WASHINGTON (Reuters). by it to justify a loan.
In crafting one of its fundamental responses to the coronavirus recession, Fed officials said they wanted the Main Street program to help companies that were creditworthy before the pandemic find a financial bridge to better times.
But 44 of 86 top bank loan officers in a Fed survey released Tuesday said they had rejected some Main Street loans for companies that were “creditworthy before the COVID-19 crisis, but too badly affected to stay.” viable and therefore unable to repay the loan. “
The response indicates the kind of economic damage that programs like Main Street were meant to limit. It also highlights calls for the Fed and the US Treasury Department to be prepared to take more risks to support businesses that may ultimately fail.
The survey, offering the Fed’s first glimpse of how the Main Street program is playing out among banks, suggests that, as it stands, use of the program may well remain limited.
The results indicated that if banks expect demand for business loans to increase or hold over the next few months, there is no clear indication that the so far limited use of the Fed’s program will change. a lot in response.
In contrast, nearly three-quarters of respondents said they had not made any loans on Main Street or were not enrolled in the program. For most of those who had made loans, the Fed’s Main Street program represented less than 2.5% of their total commercial and industrial loans.
Lenders cited various constraints in using the program, including the Fed’s cash flow requirements and repayment terms that excluded some potential borrowers, and the ability to simply make attractive loans themselves without getting involved. with the central bank.

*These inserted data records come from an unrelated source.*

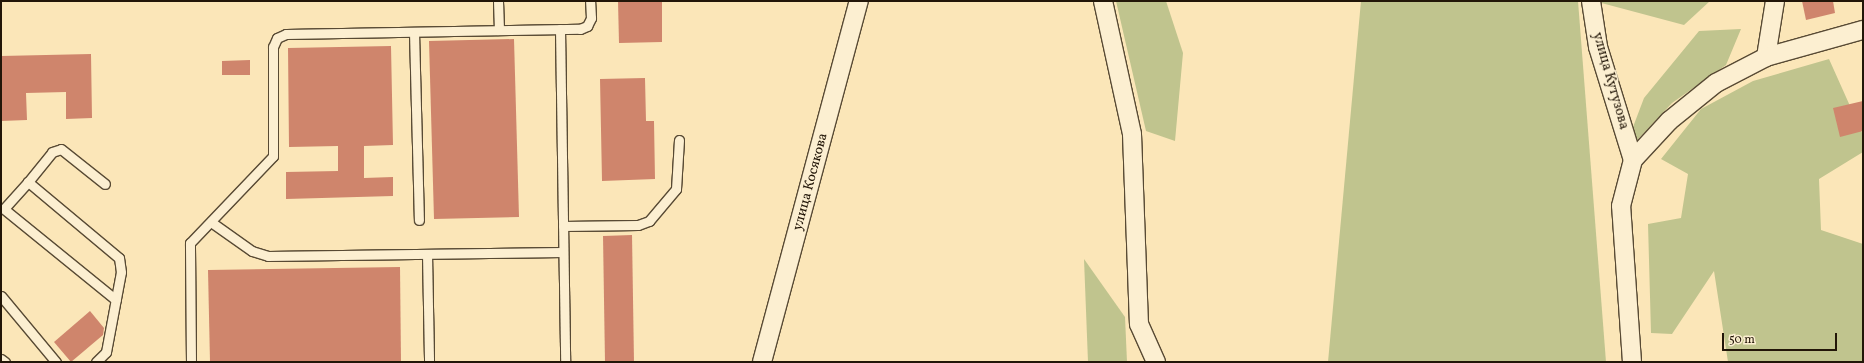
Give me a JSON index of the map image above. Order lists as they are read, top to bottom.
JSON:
{
  "streets": {
    "street": ["улица Кутузова", "улица Косякова"]
  },
  "scale_bar": "50 m"
}
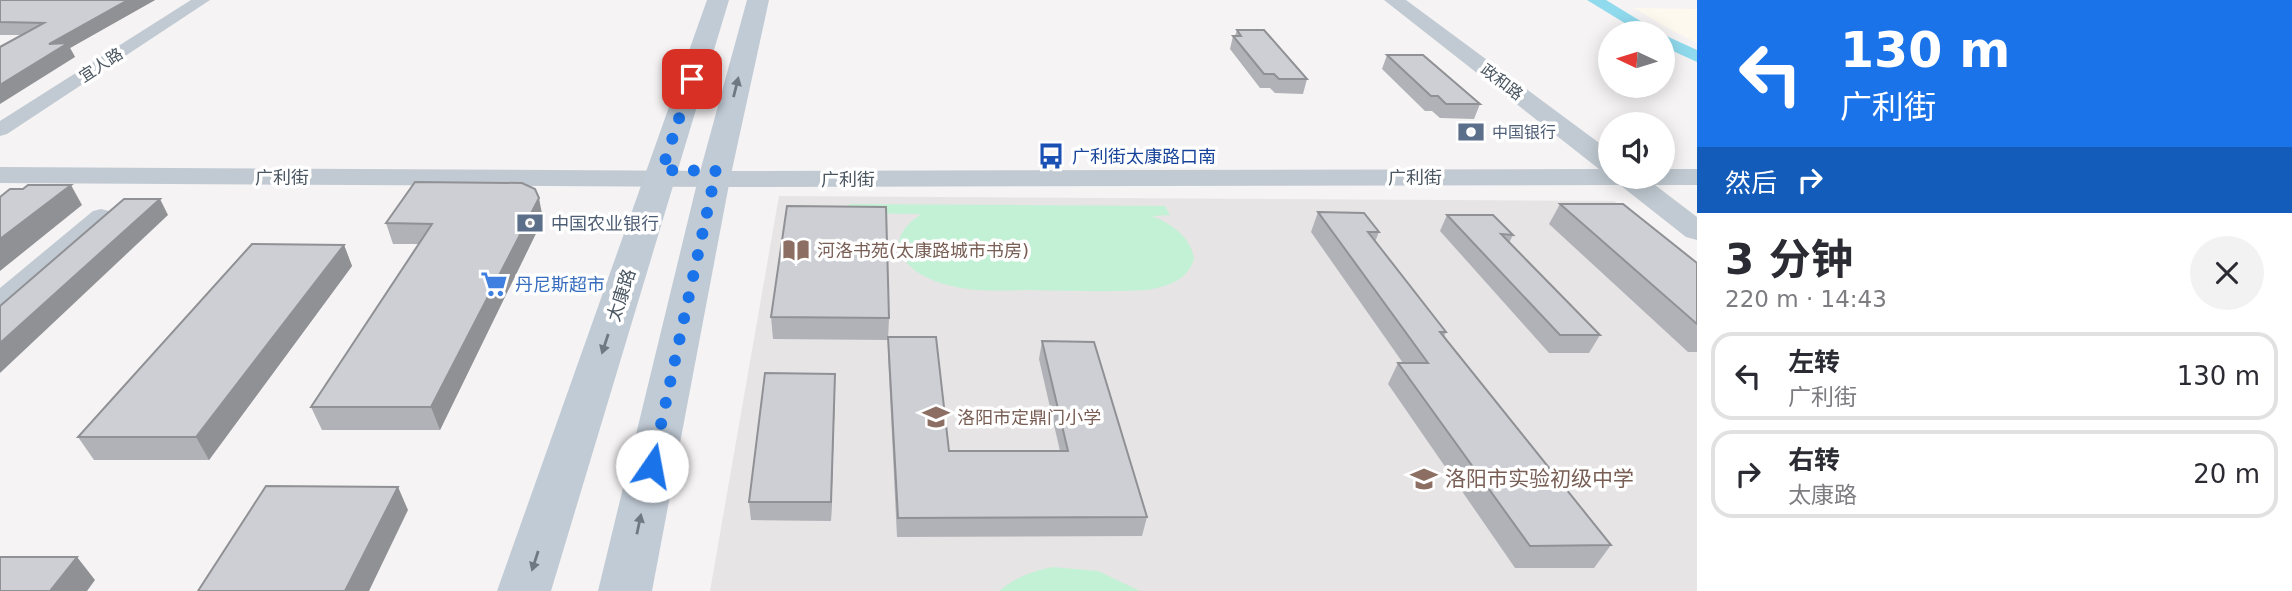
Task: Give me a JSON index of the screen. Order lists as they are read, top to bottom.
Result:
{
  "streets": {
    "main road": ["太康路"],
    "street": ["宜人路", "政和路", "广利街"]
  },
  "crossings": [
    ["广利街", "太康路"]
  ],
  "places": {
    "bank": ["中国银行", "中国农业银行"],
    "bus stop": ["广利街太康路口南"],
    "library": ["河洛书苑(太康路城市书房)"],
    "supermarket": ["丹尼斯超市"],
    "school or university": ["洛阳市定鼎门小学", "洛阳市实验初级中学"]
  },
  "north": "left",
  "page": {
    "turn": ["130 m", "广利街"],
    "then": "然后",
    "heading": ["3 分钟", "220 m · 14:43"],
    "list": [
      {
        "name": "左转",
        "note": "广利街",
        "value": "130 m"
      },
      {
        "name": "右转",
        "note": "太康路",
        "value": "20 m"
      }
    ]
  }
}
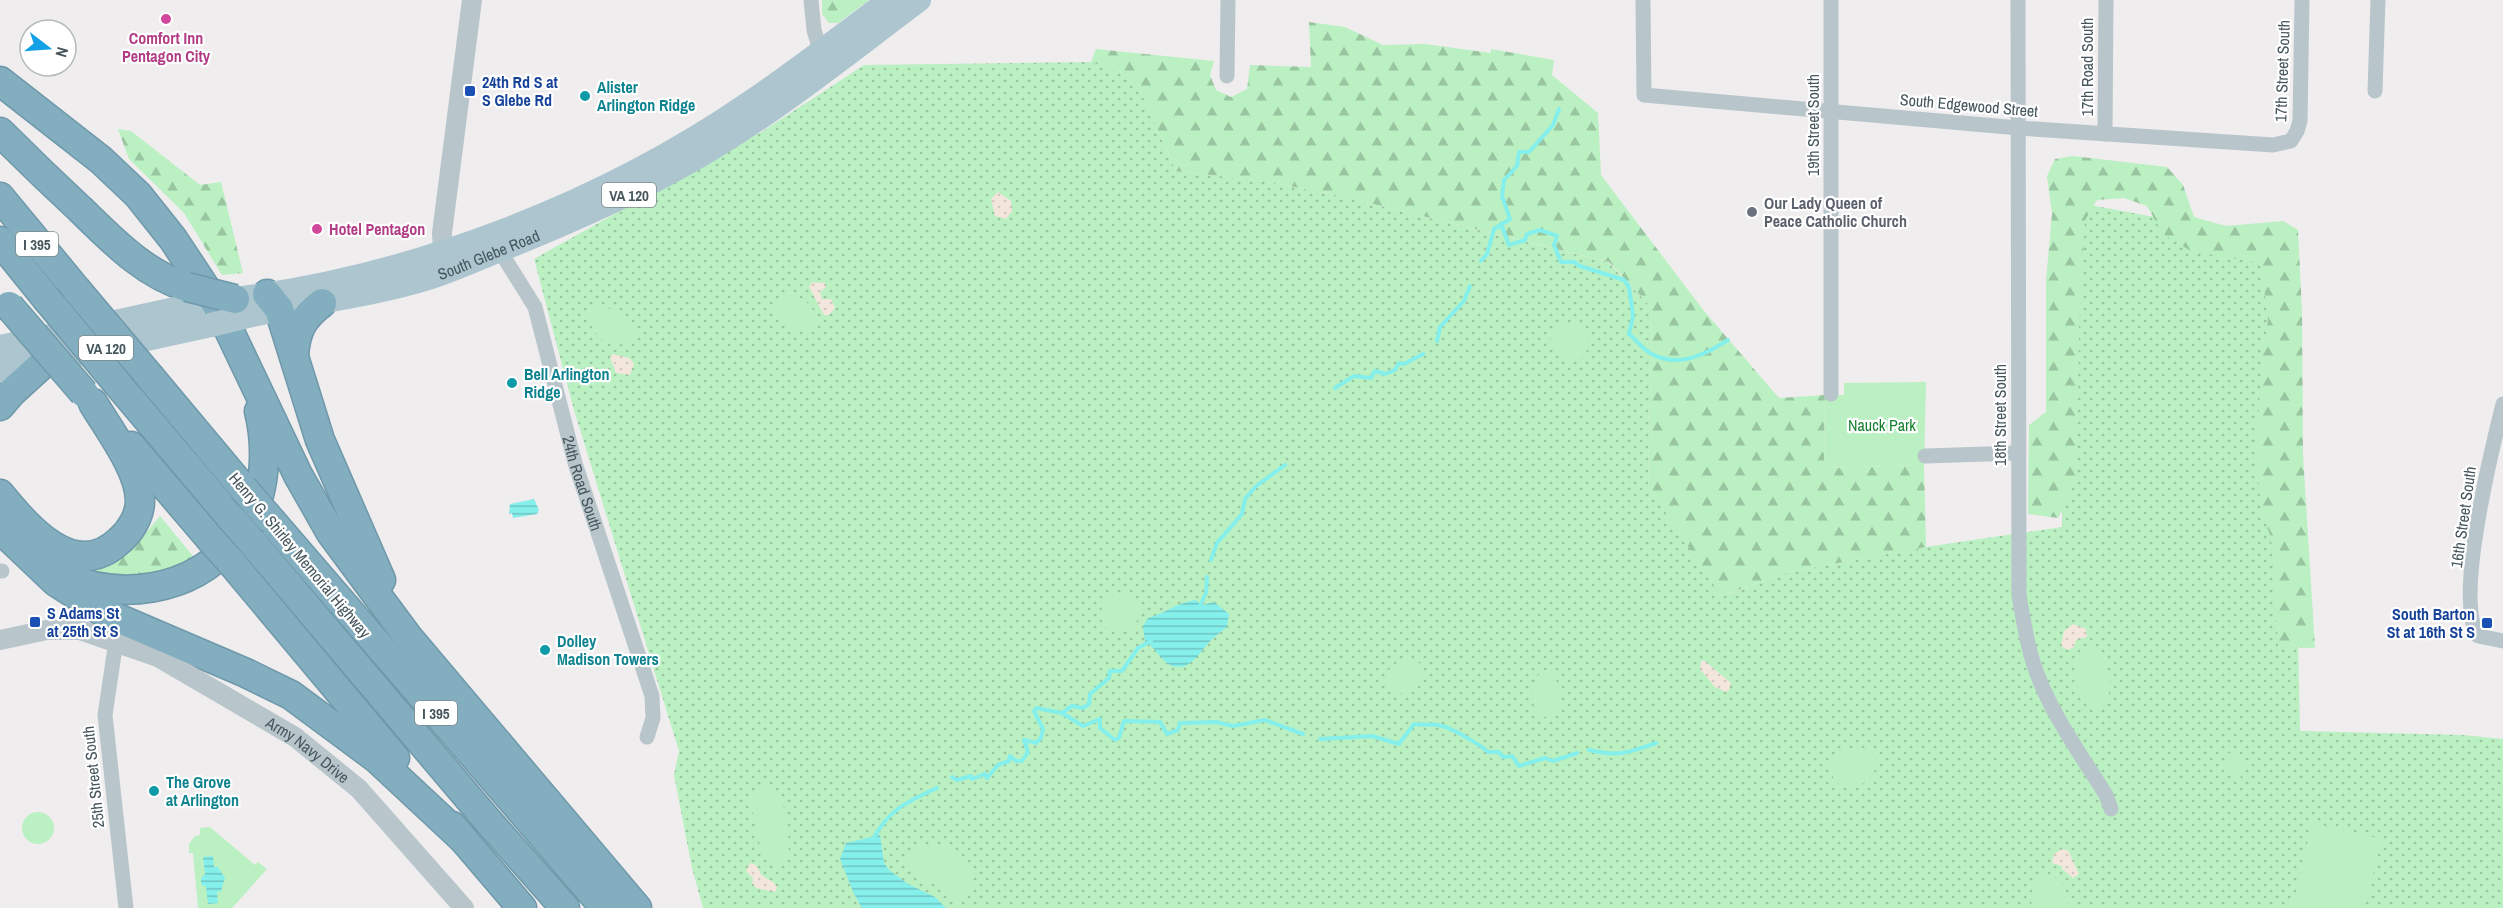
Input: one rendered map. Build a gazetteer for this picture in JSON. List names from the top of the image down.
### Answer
{
  "streets": {
    "highway": ["I 395", "Henry G. Shirley Memorial Highway"],
    "main road": ["VA 120", "South Glebe Road"],
    "street": [
      "17th Road South",
      "17th Street South",
      "South Edgewood Street",
      "19th Street South",
      "18th Street South",
      "24th Road South",
      "16th Street South",
      "Army Navy Drive",
      "25th Street South"
    ]
  },
  "crossings": [
    ["17th Road South", "South Edgewood Street"],
    ["17th Street South", "South Edgewood Street"],
    ["South Edgewood Street", "19th Street South"],
    ["South Edgewood Street", "18th Street South"],
    ["South Glebe Road", "24th Road South"],
    ["Army Navy Drive", "25th Street South"]
  ],
  "parks": ["Nauck Park"],
  "places": {
    "other": [
      "Comfort Inn Pentagon City",
      "Alister Arlington Ridge",
      "Our Lady Queen of Peace Catholic Church",
      "Hotel Pentagon",
      "Bell Arlington Ridge",
      "Dolley Madison Towers",
      "The Grove at Arlington"
    ],
    "transit": ["24th Rd S at S Glebe Rd", "S Adams St at 25th St S", "South Barton St at 16th St S"]
  },
  "north": "right"
}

“Respondents expected an increase in applications for C&I loans over the next three months,” from companies in the size category eligible for the Fed’s Main Street program, which is open to those who do not. no more than 15,000 employees or $ 5 billion in revenue. “However, only a small part of banks expect their willingness to expand (main street) lending to increase over the same period,” the report notes.
The Main Street program is one of the most prestigious of the Fed’s many programs related to the pandemic.
But adoption has been low. Only about $ 2 billion of a potential $ 600 billion in loans have been approved by the Fed so far. While Fed officials have called it evidence that the private credit system is working without Fed support, it has also led to calls for the Fed to ease loan terms, or even reallocate some of the funds to other programs.